DATA:
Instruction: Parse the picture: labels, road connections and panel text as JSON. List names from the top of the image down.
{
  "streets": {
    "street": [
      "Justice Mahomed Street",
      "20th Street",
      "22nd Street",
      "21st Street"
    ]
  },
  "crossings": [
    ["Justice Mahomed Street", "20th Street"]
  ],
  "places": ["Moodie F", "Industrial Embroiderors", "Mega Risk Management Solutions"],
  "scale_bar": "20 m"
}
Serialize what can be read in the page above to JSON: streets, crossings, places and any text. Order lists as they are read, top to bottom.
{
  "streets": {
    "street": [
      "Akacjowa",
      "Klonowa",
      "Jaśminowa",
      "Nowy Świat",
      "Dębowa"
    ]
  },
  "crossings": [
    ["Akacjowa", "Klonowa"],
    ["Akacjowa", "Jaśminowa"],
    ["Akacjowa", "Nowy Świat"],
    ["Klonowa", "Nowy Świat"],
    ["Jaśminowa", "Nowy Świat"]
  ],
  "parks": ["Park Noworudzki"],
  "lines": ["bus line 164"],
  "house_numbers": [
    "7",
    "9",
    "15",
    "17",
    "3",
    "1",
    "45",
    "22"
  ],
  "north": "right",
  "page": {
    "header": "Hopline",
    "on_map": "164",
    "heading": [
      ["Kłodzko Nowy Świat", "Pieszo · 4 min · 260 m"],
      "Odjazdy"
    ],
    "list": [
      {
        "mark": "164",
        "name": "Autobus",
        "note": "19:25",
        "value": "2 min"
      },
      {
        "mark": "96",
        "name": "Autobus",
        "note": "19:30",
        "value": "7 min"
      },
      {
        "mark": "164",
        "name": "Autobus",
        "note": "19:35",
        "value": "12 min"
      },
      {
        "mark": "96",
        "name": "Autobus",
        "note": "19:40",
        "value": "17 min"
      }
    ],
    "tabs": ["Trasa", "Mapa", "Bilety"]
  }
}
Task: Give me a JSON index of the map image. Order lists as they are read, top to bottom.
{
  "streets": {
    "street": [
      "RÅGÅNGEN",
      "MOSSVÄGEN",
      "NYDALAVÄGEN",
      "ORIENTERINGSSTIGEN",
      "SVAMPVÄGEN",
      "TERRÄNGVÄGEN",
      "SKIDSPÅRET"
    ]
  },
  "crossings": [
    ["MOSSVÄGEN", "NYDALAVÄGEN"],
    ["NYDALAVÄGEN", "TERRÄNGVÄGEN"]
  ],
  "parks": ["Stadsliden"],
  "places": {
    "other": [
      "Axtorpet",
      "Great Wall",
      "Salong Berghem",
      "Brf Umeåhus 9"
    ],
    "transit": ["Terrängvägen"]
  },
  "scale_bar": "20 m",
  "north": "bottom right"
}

TASK BRIEF:
The full set of records must be output again exactly.

RESULT OF THIS EXERCISE:
Instruction: Parse the picture: labels, road connections and panel text as JSON. List names from the top of the image down.
{
  "streets": {
    "street": [
      "Justice Mahomed Street",
      "20th Street",
      "22nd Street",
      "21st Street"
    ]
  },
  "crossings": [
    ["Justice Mahomed Street", "20th Street"]
  ],
  "places": ["Moodie F", "Industrial Embroiderors", "Mega Risk Management Solutions"],
  "scale_bar": "20 m"
}
Serialize what can be read in the page above to JSON: streets, crossings, places and any text. Order lists as they are read, top to bottom.
{
  "streets": {
    "street": [
      "Akacjowa",
      "Klonowa",
      "Jaśminowa",
      "Nowy Świat",
      "Dębowa"
    ]
  },
  "crossings": [
    ["Akacjowa", "Klonowa"],
    ["Akacjowa", "Jaśminowa"],
    ["Akacjowa", "Nowy Świat"],
    ["Klonowa", "Nowy Świat"],
    ["Jaśminowa", "Nowy Świat"]
  ],
  "parks": ["Park Noworudzki"],
  "lines": ["bus line 164"],
  "house_numbers": [
    "7",
    "9",
    "15",
    "17",
    "3",
    "1",
    "45",
    "22"
  ],
  "north": "right",
  "page": {
    "header": "Hopline",
    "on_map": "164",
    "heading": [
      ["Kłodzko Nowy Świat", "Pieszo · 4 min · 260 m"],
      "Odjazdy"
    ],
    "list": [
      {
        "mark": "164",
        "name": "Autobus",
        "note": "19:25",
        "value": "2 min"
      },
      {
        "mark": "96",
        "name": "Autobus",
        "note": "19:30",
        "value": "7 min"
      },
      {
        "mark": "164",
        "name": "Autobus",
        "note": "19:35",
        "value": "12 min"
      },
      {
        "mark": "96",
        "name": "Autobus",
        "note": "19:40",
        "value": "17 min"
      }
    ],
    "tabs": ["Trasa", "Mapa", "Bilety"]
  }
}
Task: Give me a JSON index of the map image. Order lists as they are read, top to bottom.
{
  "streets": {
    "street": [
      "RÅGÅNGEN",
      "MOSSVÄGEN",
      "NYDALAVÄGEN",
      "ORIENTERINGSSTIGEN",
      "SVAMPVÄGEN",
      "TERRÄNGVÄGEN",
      "SKIDSPÅRET"
    ]
  },
  "crossings": [
    ["MOSSVÄGEN", "NYDALAVÄGEN"],
    ["NYDALAVÄGEN", "TERRÄNGVÄGEN"]
  ],
  "parks": ["Stadsliden"],
  "places": {
    "other": [
      "Axtorpet",
      "Great Wall",
      "Salong Berghem",
      "Brf Umeåhus 9"
    ],
    "transit": ["Terrängvägen"]
  },
  "scale_bar": "20 m",
  "north": "bottom right"
}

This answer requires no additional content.